TASK PROMPT: Scan the entries and copy each line where the word "accent" is present.

[Dataset records]
____

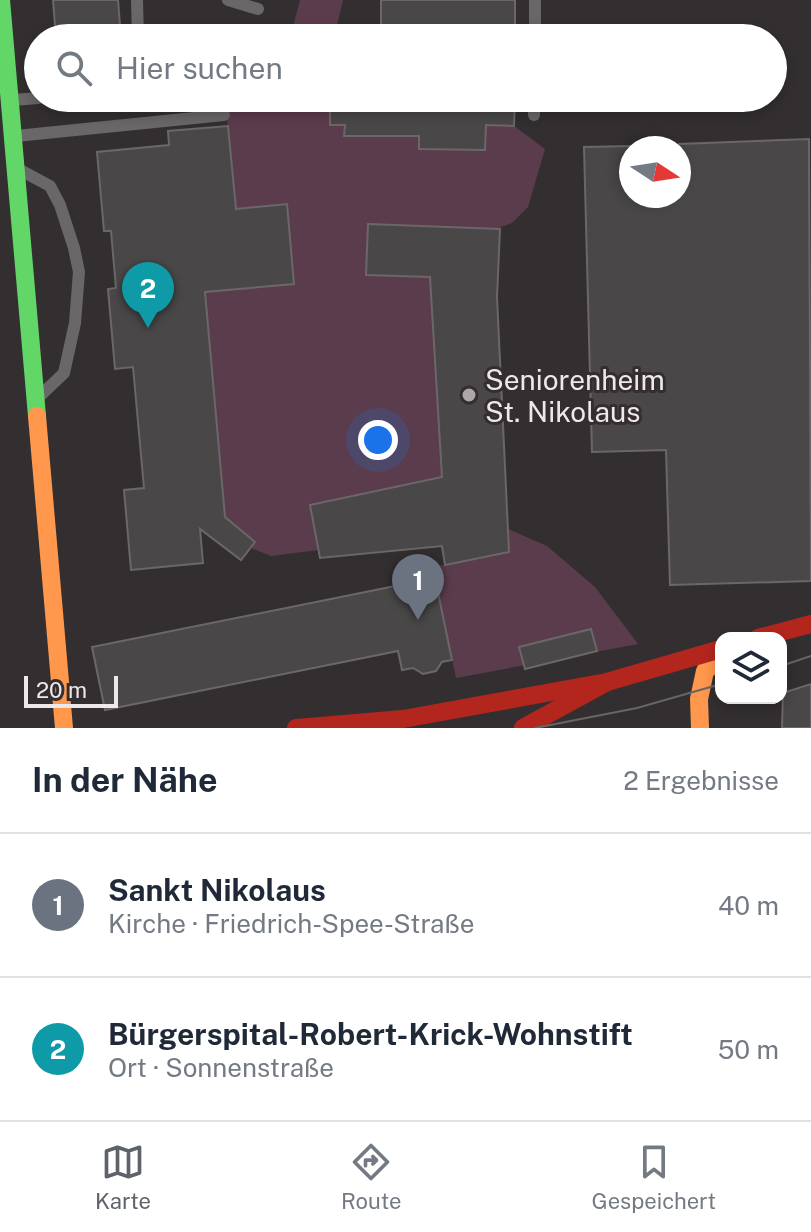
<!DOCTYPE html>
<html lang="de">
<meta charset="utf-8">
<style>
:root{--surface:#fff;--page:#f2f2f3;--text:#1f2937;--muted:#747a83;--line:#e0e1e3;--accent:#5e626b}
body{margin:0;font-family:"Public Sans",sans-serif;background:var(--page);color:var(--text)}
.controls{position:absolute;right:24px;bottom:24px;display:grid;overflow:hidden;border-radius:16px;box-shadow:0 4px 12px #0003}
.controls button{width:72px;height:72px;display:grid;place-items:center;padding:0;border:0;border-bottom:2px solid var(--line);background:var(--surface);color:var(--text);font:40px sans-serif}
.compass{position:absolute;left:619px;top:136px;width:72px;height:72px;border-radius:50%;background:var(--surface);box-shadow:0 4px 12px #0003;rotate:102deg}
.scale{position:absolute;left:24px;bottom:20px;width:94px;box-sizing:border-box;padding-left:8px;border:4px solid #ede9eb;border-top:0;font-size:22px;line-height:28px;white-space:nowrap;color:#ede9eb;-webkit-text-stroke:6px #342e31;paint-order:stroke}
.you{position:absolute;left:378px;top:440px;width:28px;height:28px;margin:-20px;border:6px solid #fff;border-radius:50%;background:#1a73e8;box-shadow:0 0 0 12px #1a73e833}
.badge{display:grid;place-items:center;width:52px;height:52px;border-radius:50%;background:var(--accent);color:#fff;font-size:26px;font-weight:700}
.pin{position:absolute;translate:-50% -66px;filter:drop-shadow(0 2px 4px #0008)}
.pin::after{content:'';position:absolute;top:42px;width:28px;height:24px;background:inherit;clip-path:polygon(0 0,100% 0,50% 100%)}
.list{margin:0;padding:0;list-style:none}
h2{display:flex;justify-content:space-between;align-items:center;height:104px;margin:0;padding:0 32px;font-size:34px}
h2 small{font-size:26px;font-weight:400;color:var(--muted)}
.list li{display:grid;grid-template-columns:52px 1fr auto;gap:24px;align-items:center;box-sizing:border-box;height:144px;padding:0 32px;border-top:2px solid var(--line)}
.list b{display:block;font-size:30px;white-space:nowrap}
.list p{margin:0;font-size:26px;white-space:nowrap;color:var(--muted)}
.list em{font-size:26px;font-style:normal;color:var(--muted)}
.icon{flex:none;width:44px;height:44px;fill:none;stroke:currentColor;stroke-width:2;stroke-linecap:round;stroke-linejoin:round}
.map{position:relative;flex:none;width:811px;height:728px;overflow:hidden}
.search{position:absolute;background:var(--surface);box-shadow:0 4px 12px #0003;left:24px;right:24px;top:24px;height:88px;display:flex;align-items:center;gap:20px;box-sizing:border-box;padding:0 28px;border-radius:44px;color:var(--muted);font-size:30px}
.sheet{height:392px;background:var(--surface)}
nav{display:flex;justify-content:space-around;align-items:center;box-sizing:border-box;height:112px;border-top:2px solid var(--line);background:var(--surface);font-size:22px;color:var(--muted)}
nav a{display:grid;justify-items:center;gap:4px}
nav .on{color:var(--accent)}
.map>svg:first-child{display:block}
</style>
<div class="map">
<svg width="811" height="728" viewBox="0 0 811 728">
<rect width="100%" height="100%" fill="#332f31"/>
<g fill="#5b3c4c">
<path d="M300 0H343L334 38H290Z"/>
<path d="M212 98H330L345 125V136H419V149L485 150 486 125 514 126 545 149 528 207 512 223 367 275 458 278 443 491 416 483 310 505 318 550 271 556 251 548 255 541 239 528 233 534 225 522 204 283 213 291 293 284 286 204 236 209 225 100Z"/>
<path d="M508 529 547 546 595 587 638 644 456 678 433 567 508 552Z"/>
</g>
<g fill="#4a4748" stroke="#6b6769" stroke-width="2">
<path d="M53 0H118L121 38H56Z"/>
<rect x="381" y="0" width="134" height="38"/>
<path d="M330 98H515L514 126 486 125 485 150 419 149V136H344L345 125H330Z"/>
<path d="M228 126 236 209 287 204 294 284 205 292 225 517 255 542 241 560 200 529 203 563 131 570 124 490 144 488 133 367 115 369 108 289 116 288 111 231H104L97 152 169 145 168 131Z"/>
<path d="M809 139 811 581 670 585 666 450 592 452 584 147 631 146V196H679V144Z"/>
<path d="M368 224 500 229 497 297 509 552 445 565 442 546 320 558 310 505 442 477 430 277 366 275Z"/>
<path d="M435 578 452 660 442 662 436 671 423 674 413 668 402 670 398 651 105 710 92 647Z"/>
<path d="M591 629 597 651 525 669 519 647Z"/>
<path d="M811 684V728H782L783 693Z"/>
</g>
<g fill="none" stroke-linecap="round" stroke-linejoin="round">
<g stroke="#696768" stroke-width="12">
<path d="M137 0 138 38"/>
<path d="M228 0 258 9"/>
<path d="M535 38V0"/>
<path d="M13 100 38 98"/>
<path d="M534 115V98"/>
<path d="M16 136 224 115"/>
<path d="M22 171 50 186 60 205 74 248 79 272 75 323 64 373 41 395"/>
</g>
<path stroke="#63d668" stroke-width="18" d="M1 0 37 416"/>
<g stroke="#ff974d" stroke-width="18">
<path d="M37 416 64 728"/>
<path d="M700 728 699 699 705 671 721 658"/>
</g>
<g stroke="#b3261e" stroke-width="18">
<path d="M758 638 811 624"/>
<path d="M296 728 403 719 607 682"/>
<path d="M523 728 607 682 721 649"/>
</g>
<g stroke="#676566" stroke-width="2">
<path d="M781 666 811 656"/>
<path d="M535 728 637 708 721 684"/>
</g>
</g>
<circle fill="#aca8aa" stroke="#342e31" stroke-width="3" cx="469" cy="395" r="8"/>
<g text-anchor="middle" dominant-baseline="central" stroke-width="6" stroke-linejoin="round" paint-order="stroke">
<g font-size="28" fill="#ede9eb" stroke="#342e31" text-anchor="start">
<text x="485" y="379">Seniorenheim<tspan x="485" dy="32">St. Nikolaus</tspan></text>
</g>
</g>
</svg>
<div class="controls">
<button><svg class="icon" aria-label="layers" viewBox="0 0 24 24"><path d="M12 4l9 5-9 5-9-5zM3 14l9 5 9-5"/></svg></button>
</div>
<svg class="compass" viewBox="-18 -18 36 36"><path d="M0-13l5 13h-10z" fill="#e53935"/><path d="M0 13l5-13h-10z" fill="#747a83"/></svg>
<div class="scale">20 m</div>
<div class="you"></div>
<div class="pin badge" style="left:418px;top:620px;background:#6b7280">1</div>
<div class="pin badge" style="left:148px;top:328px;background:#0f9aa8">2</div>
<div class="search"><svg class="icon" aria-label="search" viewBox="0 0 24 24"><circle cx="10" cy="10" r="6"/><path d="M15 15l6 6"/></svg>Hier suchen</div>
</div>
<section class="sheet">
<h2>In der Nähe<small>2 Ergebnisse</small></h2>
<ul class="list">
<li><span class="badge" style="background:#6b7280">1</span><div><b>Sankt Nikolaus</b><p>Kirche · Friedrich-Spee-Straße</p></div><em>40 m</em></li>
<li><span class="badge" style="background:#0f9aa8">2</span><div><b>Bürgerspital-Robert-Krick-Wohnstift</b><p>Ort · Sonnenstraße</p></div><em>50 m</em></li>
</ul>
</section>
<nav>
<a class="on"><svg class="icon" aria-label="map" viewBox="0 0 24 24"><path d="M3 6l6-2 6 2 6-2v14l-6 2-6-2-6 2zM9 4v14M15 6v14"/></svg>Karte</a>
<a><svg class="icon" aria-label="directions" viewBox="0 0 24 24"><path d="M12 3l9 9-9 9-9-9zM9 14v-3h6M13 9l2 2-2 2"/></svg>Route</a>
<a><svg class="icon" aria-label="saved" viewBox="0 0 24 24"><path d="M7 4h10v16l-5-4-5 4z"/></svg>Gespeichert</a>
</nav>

____

EXPECTED OUTPUT:
:root{--surface:#fff;--page:#f2f2f3;--text:#1f2937;--muted:#747a83;--line:#e0e1e3;--accent:#5e626b}
.badge{display:grid;place-items:center;width:52px;height:52px;border-radius:50%;background:var(--accent);color:#fff;font-size:26px;font-weight:700}
nav .on{color:var(--accent)}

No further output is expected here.